Ce champ a eu une vie fertile en événements. Un bombar­dier anglais, loin de sa cible, l’a survolé pendant la guerre; des enfants ont interrompu de longs voyages en voiture pour vomir à sa lisière; des vacanciers s’y sont étendus le soir et se sont demandé si telle ou telle lumière dans le ciel était une étoile ou un satellite; des écologistes y ont marché en pataugas et ont repéré des
cailles des blés (Coturnix coturnix); deux couples anglais parcourant la France à vélo y ont campé une nuit et, dans leur tente, ont chanté The Girl I Left Behind Me; des lièvres y ont gambadé çà et là, des mulots y ont exploré leur territoire, des vers de terre y sont restés prudemment enfouis.
Mais les jours du champ sont comptés. Là où poussent des pissenlits se trouvera bientôt la salle de séjour du numéro 24. Quelques mètres plus loin, là où l’herbe est parsemée de coquelicots, il y aura le garage du numéro 25, et là, où fleu­rissent des bleuets, la salle à manger, où une personne pas encore née aura un jour une dispute avec ses parents. Au-dessus de cette haie, il y aura une chambre d’enfant dont le mobilier aura été conçu par une décoratrice travaillant sur ordinateur dans un bureau cli­matisé près d’une autoroute
suédoise
. Un homme dans un aéroport à l’autre bout du monde songera à sa famille qui lui manquera et à sa maison, dont les fondations auront été creusées là où se trouvait encore une borne milliaire. La « Communauté d’agglomération de pays » à laquelle appartient la petite localité fera de son mieux pour refléter son époque et suggérer sa « modernité dynamique », et il ne sera plus question de cailles des blés, de pique-niques champêtres ou de cette longue soirée d’été qui retentissait des accents de The Girl I Left Behind Me.

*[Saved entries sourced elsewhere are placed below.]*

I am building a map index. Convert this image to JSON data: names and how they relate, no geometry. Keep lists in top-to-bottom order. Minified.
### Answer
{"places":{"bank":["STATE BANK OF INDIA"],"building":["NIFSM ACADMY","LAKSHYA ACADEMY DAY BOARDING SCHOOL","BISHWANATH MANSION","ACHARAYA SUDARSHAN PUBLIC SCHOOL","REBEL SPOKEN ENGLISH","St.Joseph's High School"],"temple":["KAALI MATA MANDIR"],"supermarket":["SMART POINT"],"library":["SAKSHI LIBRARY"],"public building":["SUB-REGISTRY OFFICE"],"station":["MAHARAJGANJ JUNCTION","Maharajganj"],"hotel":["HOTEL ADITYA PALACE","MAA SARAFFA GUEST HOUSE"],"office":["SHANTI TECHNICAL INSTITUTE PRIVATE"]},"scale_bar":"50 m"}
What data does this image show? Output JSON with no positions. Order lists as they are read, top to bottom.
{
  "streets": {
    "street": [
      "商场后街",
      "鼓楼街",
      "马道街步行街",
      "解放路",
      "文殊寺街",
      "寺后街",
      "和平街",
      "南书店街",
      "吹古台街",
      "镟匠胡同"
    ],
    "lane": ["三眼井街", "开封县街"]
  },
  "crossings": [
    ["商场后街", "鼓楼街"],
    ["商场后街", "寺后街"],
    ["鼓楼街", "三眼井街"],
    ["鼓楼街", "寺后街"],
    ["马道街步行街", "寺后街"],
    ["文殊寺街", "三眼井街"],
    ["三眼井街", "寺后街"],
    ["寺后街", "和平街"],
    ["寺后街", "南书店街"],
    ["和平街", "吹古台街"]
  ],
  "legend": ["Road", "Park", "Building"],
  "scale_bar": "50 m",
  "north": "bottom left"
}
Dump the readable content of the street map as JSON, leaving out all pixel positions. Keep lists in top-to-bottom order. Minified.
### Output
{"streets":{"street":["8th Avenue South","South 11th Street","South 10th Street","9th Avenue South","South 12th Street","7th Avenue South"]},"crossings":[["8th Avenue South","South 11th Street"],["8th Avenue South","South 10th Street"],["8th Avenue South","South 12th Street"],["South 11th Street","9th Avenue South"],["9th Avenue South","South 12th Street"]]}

Illustration: photographie ©Lelorgnonmélancolique

  1. Dom A. says:

    « Les jours du champ sont comptés ».
    Il est un fait que les dieux foutent le camp à grande vitesse, devant « l’assaut des villes, des routes et de leur treillis de grisaille » comme écrit Grainville, je crois mais sans que je puisse me souvenir dans quel livre.

  2. Natacha S. says:

    Un jour du XXIIe siècle, un enfant s’arrêtera là, pour voir une dernière fois l’immeuble de son enfance, qui va être détruit.
    «Les jours de ma maison sont comptés», pensera-t-il.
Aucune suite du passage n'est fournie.